The classifier is liable for receiving the enter message from the client and extracting which class of garments the consumer is in search of, for instance, t-shirts, pants, footwear, jerseys, or shirts. It’ll additionally return the variety of gadgets the client needs in order that we are able to retrieve the precise quantity from the Vector DB.

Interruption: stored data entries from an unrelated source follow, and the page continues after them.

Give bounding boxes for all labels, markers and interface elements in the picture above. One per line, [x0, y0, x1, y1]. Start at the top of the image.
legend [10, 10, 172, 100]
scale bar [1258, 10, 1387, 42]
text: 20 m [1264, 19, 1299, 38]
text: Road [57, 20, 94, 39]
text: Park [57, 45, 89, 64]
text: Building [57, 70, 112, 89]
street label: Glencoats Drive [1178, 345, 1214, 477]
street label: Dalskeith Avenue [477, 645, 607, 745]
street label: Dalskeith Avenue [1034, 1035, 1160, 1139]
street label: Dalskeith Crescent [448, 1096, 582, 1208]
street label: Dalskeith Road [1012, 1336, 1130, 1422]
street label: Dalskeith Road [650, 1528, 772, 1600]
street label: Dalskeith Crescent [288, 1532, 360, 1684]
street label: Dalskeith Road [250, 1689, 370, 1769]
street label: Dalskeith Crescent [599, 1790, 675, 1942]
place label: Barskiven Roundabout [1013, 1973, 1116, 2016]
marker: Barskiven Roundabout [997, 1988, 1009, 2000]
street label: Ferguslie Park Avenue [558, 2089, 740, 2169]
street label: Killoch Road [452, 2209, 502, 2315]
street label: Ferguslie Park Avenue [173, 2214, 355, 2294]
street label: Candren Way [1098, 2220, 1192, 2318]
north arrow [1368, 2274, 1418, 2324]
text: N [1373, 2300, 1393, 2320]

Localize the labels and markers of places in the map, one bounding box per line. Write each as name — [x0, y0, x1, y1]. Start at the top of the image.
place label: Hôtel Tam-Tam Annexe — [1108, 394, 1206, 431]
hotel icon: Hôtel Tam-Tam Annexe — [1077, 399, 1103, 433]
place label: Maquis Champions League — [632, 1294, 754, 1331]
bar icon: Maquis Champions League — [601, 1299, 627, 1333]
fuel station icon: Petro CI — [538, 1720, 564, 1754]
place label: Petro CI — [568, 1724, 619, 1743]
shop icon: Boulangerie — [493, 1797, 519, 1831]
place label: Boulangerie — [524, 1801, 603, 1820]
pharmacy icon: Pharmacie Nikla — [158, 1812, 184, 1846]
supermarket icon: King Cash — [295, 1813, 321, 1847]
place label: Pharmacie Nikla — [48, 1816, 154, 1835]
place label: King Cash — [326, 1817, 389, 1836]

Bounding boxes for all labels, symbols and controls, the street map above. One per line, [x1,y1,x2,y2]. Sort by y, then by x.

from langchain_core.output_parsers import PydanticOutputParser
from langchain_core.prompts import PromptTemplate
from langchain_google_vertexai import ChatVertexAI
from pydantic import BaseModel, Discipline

class ClassifierOutput(BaseModel):
    """
    Information construction for the mannequin's output.
    """

    class: record = Discipline(
        description="An inventory of garments class to seek for ('t-shirt', 'pants', 'footwear', 'jersey', 'shirt')."
    )
    number_of_items: int = Discipline(description="The variety of gadgets we should always retrieve.")

class Classifier:
    """
    Classifier class for classification of enter textual content.
    """

    def __init__(self, mannequin: ChatVertexAI) -> None:
        """
        Initialize the Chain class by creating the chain.
        Args:
            mannequin (ChatVertexAI): The LLM mannequin.
        """
        tremendous().__init__()

        parser = PydanticOutputParser(pydantic_object=ClassifierOutput)

        text_prompt = """
        You're a style assistant skilled on understanding what a buyer wants and on extracting the class or classes of garments a buyer needs from the given textual content.
        Textual content:
        {textual content}

        Directions:
        1. Learn rigorously the textual content.
        2. Extract the class or classes of garments the client is in search of, it may be:
            - t-shirt if the custimer is in search of a t-shirt.
            - pants if the client is in search of pants.
            - jacket if the client is in search of a jacket.
            - footwear if the client is in search of footwear.
            - jersey if the client is in search of a jersey.
            - shirt if the client is in search of a shirt.
        3. If the client is in search of a number of gadgets of the identical class, return the variety of gadgets we should always retrieve. If not specfied however the consumer requested for greater than 1, return 2.
        4. If the client is in search of a number of class, the variety of gadgets must be 1.
        5. Return a legitimate JSON with the classes discovered, the important thing have to be 'class' and the worth have to be a listing with the classes discovered and 'number_of_items' with the variety of gadgets we should always retrieve.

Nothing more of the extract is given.